───── Data for processing

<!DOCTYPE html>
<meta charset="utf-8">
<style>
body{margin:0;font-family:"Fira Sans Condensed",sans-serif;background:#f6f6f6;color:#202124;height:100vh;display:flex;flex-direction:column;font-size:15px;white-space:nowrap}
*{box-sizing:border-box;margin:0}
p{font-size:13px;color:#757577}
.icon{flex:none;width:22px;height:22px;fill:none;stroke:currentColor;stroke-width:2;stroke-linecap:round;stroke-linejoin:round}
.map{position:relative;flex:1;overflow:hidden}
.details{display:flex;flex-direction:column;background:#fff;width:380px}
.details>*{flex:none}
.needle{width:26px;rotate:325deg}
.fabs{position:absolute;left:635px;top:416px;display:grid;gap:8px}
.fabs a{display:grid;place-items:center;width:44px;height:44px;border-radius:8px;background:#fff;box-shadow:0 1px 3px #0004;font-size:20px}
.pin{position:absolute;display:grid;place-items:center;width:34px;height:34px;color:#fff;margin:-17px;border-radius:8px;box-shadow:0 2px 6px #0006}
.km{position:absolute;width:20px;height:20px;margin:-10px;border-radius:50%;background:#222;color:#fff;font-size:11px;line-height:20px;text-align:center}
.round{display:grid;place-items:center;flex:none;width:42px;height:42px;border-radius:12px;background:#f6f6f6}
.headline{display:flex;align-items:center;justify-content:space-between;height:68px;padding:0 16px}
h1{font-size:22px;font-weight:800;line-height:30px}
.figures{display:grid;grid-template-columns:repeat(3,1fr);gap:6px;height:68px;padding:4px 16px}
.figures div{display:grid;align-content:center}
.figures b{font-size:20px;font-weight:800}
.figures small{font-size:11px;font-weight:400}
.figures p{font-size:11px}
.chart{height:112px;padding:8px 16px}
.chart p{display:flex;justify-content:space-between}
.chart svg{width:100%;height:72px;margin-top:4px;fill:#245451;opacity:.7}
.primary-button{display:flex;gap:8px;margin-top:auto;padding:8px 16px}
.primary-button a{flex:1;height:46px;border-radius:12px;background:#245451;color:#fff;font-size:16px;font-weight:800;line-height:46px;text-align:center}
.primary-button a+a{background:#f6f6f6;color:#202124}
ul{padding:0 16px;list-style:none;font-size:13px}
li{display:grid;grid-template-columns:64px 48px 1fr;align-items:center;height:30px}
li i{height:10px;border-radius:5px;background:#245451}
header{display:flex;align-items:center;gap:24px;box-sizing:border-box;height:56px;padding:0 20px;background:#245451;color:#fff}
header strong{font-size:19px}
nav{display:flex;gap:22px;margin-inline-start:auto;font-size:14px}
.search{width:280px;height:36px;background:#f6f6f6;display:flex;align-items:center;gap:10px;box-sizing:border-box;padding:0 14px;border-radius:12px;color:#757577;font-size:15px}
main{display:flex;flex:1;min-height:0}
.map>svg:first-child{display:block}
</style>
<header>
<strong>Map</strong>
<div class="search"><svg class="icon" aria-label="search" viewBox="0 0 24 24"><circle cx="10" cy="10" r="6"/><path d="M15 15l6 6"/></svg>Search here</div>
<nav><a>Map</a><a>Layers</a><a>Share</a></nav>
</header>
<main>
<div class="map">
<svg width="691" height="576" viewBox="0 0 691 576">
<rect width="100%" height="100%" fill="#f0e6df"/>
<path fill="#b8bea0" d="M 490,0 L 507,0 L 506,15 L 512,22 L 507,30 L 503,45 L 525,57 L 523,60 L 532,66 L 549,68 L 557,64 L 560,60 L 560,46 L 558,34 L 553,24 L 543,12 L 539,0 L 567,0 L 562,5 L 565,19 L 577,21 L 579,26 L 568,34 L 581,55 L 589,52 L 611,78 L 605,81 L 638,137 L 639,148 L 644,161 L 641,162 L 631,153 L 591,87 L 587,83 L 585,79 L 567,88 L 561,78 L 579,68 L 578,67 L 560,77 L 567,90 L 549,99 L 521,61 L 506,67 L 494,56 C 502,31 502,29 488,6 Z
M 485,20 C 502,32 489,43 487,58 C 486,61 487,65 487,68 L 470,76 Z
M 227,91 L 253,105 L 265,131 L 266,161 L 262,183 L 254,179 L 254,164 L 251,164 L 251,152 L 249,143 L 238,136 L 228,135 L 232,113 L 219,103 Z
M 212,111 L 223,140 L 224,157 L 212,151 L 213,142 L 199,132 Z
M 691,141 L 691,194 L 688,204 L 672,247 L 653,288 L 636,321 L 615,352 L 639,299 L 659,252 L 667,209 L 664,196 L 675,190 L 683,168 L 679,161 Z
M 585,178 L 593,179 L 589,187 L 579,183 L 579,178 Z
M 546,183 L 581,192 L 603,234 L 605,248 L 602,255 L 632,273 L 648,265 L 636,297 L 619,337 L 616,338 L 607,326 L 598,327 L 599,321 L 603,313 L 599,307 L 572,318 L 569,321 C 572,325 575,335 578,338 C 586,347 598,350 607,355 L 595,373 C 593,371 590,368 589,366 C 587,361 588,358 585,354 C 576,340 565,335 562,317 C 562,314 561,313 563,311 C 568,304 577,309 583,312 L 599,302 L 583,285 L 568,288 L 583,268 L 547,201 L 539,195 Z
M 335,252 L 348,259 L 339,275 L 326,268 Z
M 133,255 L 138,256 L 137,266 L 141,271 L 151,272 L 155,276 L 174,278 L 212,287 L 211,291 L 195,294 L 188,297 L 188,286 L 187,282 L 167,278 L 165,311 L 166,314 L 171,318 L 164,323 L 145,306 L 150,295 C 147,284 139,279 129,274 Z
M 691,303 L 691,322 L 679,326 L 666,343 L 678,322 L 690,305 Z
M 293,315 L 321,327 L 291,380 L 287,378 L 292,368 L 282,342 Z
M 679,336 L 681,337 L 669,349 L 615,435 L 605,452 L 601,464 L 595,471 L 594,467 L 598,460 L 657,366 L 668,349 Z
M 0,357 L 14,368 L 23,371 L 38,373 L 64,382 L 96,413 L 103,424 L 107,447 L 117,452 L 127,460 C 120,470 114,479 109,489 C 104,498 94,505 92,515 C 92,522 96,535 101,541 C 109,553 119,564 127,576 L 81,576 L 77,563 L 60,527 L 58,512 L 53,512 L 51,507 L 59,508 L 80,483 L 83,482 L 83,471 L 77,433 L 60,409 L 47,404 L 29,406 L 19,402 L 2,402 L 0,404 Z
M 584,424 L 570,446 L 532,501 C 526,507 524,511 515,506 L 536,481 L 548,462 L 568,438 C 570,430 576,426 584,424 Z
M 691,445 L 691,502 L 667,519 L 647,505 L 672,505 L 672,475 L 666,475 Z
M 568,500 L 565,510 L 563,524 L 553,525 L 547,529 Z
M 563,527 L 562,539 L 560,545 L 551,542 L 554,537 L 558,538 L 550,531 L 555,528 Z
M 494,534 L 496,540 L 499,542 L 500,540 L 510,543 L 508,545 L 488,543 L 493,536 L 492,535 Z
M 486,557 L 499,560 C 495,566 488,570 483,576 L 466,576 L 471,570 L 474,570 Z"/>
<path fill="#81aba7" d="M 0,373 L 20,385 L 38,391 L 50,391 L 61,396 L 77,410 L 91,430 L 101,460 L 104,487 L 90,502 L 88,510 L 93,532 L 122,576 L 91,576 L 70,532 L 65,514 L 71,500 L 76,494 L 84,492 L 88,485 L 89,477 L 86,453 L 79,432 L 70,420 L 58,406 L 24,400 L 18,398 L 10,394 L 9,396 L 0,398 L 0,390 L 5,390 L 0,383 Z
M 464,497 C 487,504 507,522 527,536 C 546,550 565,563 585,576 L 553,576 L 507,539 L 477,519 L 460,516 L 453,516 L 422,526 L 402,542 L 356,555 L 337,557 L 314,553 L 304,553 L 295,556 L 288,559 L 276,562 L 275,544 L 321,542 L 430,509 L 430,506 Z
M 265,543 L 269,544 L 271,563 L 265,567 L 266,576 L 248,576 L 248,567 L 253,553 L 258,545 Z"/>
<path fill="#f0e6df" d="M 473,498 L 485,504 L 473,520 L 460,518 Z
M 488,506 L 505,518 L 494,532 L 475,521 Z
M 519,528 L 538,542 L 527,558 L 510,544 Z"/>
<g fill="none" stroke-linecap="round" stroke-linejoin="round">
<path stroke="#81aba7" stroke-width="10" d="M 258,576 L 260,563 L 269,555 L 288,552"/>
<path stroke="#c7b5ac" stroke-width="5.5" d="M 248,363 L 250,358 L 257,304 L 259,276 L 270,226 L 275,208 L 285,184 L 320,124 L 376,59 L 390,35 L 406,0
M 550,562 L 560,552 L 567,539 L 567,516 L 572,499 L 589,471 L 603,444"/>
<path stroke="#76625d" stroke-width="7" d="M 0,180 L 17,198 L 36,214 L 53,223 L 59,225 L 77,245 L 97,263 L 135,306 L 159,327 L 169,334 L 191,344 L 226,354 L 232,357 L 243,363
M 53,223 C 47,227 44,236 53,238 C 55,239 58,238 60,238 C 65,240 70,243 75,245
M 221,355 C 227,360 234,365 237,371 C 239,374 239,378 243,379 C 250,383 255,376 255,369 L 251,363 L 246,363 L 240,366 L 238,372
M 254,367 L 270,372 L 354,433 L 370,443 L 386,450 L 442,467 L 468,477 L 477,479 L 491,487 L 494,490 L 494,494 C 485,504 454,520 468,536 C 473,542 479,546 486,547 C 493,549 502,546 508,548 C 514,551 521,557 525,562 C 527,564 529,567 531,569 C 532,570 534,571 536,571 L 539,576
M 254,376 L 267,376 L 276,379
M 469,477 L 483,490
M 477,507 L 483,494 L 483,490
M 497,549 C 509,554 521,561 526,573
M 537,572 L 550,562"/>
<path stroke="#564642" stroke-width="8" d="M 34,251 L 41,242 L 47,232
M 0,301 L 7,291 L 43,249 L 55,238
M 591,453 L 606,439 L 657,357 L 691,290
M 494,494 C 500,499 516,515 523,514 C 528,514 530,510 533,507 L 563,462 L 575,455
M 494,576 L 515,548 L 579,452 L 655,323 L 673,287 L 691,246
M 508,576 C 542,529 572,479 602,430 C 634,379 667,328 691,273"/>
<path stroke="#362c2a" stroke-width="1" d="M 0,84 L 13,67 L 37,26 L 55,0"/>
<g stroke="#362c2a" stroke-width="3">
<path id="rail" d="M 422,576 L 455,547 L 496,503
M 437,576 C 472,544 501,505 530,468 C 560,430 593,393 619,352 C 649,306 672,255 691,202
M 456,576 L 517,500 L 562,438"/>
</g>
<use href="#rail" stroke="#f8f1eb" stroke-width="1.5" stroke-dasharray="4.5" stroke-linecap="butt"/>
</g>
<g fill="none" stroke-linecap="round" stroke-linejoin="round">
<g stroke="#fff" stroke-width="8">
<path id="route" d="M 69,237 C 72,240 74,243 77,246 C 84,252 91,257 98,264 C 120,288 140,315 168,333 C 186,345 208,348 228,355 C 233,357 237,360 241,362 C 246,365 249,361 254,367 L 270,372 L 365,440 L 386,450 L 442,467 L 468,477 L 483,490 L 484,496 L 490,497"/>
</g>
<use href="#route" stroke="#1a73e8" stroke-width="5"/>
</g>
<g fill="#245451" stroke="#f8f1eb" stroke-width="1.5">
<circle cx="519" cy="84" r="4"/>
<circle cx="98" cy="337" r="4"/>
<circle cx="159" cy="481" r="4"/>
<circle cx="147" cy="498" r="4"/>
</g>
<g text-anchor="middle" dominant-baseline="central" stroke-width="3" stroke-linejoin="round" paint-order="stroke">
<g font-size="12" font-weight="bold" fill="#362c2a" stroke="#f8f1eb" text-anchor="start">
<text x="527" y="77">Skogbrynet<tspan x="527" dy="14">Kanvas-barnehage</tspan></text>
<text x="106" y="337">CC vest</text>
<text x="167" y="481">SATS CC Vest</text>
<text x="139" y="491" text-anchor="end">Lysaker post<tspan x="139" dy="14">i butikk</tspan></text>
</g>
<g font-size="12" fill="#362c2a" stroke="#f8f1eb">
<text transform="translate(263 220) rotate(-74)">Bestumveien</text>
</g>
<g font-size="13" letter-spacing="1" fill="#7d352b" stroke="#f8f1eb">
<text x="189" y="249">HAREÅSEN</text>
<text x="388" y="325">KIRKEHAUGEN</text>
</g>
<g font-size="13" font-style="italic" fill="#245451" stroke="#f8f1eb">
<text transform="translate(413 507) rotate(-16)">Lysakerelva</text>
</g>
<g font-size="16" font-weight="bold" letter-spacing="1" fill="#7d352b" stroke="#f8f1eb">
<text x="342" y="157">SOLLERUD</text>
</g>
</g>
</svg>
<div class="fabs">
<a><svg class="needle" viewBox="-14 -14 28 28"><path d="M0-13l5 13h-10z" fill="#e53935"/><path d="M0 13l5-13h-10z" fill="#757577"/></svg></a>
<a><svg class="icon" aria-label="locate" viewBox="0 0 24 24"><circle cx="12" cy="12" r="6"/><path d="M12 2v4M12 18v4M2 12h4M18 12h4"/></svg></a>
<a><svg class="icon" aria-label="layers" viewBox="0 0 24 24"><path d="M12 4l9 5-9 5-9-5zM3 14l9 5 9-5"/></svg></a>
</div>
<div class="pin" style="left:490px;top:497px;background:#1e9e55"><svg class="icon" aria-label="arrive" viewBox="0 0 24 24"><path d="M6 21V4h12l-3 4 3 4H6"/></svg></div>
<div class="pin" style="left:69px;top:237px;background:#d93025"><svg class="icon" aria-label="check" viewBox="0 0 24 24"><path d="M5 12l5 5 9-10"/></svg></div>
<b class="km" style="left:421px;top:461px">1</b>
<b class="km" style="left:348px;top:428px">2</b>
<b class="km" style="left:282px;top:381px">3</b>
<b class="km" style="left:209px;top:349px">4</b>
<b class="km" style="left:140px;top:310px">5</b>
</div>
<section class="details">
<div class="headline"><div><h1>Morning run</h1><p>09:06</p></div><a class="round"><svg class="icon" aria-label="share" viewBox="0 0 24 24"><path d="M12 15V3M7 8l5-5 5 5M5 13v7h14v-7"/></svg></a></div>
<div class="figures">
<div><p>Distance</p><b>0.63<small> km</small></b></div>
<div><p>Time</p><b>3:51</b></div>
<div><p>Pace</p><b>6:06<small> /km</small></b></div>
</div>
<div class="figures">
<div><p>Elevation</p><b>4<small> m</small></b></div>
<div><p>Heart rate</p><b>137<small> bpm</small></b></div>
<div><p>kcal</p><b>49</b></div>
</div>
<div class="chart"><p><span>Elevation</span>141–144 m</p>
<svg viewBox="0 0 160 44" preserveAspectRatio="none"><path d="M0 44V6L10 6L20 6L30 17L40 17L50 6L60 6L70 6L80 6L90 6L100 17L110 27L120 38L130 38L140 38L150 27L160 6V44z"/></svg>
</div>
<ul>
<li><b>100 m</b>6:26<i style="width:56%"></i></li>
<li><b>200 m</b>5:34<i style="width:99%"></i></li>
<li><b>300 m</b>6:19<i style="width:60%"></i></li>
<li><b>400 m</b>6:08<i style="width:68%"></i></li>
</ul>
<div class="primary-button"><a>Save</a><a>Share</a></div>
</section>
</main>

──────────

> [Requirement]: A bare number is required: the count of lines above with the string "absolute".

> [Result]: 3